Another factor that can be associated with cellular senescence and has also been implicated in EMT is p21CIP1. It was shown that p21CIP1 is inhibited during RasV12-induced EMT in MCF10A cells. Furthermore, whereas transgenic mice expressing RasV12 display only some features of EMT, compound transgenic mice with a deficiency for p21CIP1 show accelerated mammary tumor formation, which may result from the induction of more extensive EMT features [70]. This suggests that p21CIP1 plays a role in EMT both not only in vitro but also in vivo. But again, to what extent this CKI causally connects senescence and EMT remains to be seen.

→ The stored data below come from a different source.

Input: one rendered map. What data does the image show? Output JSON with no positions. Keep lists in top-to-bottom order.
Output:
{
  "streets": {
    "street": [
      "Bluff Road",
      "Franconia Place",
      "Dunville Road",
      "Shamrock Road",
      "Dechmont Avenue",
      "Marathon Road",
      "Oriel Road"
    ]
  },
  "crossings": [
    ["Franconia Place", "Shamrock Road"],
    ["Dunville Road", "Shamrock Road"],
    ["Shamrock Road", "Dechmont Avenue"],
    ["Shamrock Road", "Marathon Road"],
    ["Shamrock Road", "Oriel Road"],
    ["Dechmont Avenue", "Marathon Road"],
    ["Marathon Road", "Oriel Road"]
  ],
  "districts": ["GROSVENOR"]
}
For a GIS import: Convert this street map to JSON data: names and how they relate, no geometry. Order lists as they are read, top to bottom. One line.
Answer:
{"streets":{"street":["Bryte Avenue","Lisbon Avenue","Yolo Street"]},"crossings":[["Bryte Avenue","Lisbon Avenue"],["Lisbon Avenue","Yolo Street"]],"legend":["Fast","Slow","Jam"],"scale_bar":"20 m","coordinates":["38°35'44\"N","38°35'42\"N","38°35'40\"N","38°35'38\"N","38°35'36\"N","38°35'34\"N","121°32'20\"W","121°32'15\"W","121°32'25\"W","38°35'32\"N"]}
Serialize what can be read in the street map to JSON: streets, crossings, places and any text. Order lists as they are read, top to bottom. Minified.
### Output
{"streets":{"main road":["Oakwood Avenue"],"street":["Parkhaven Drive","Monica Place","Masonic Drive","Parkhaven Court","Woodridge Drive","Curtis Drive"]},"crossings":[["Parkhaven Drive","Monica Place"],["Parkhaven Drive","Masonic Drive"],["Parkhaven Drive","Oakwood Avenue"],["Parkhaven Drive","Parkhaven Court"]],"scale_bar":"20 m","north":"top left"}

The inflammatory protein network seems to represent yet another link between EMT and senescence. It has recently been shown that OIS is accompanied by the induction of several interleukins, revealing that senescence is commonly associated with a robust inflammatory response [31,71,72,73]. Unexpectedly, OIS can be abrogated (or even reverted) by downregulation of either interleukin 6 (IL-6) or IL-8 [71]. The latter is specifically co-expressed with p16INK4A-positive non-proliferating cells in colon adenomas, suggesting that some interleukins contribute to tumor suppression in benign human lesions [71]. Similarly, silencing of a chemokine receptor, CXCR2, results in bypass from senescence [72]. On the other hand, IL-6 is able to induce EMT in epithelial cells, suggesting that interleukins also participate in the regulation of EMT [74]. Furthermore, EGF-induced EMT in ovarian carcinoma cells induces both IL-6 expression and secretion [75]. Also IL-8 is associated with EMT: it is induced in cells undergoing TGFβ-induced EMT [76]. Interestingly, CXCR1 (but not CXCR2) is also induced in these cells. The interleukin-related protein ILEI was shown to be important for EMT and metastasis [77]. These observations suggest that the inflammatory network is important for both senescence and EMT.

Concluding remarks

Recent observations suggest that two important processes involved in cancer progression, senescence and EMT, are crossing paths. For example, several transcription factors can both inhibit senescence and induce EMT (Figure 1). In doing so, they seem to have a double role in promoting cancer: while an override of the senescence program contributes to the acquisition of indefinite proliferative capacity, induction of EMT bypasses rate-limiting aspects of the metastatic cascade. Conversely, at least in theory, this may open new strategic therapeutic avenues that, by targeting the major players promoting EMT and senescence, have a double impact. This potential perspective not withstanding, there are several important questions remaining. Although senescence bypass can be accompanied by EMT, it will be of interest to determine whether, in fact, EMT contributes to the override of senescence. Indeed, although several observations have revealed features of EMT in association with (abrogation of) cellular senescence, or vice versa, in many cases it remains to be established whether the processes are mechanistically tied together. For example, is there a direct role for E-cadherin in the regulation of senescence? While Twist and other transcription factors that can promote EMT have multiple effector genes, also several senescence players, including CDKN2A, harbor E-boxes in their promoters [78], suggesting that the EMT-associated transcription factors can also regulate the cell cycle without direct regulation of E-cadherin. Finally, it is interesting to note that EMT and senescence share the phenomenon that the biomarkers that accompany these processes are regulated differentially in different (genetic and cellular) settings, for reasons that are as yet largely unclear. Answers to these and related questions will not only increase our understanding of these two mechanisms driving cancer progression, but eventually also help to improve strategies for therapeutic intervention.

Figure 1.

Working model schematically depicting how EMT and senescence are linked and contribute to cancer progression. An active oncogene can either induce senescence or EMT, dependent on the cellular context. Conversely, transcription factors like Twist and Zeb1 can have a double impact on cancer progression by simultaneously inhibiting oncogene-induced senescence and promoting EMT.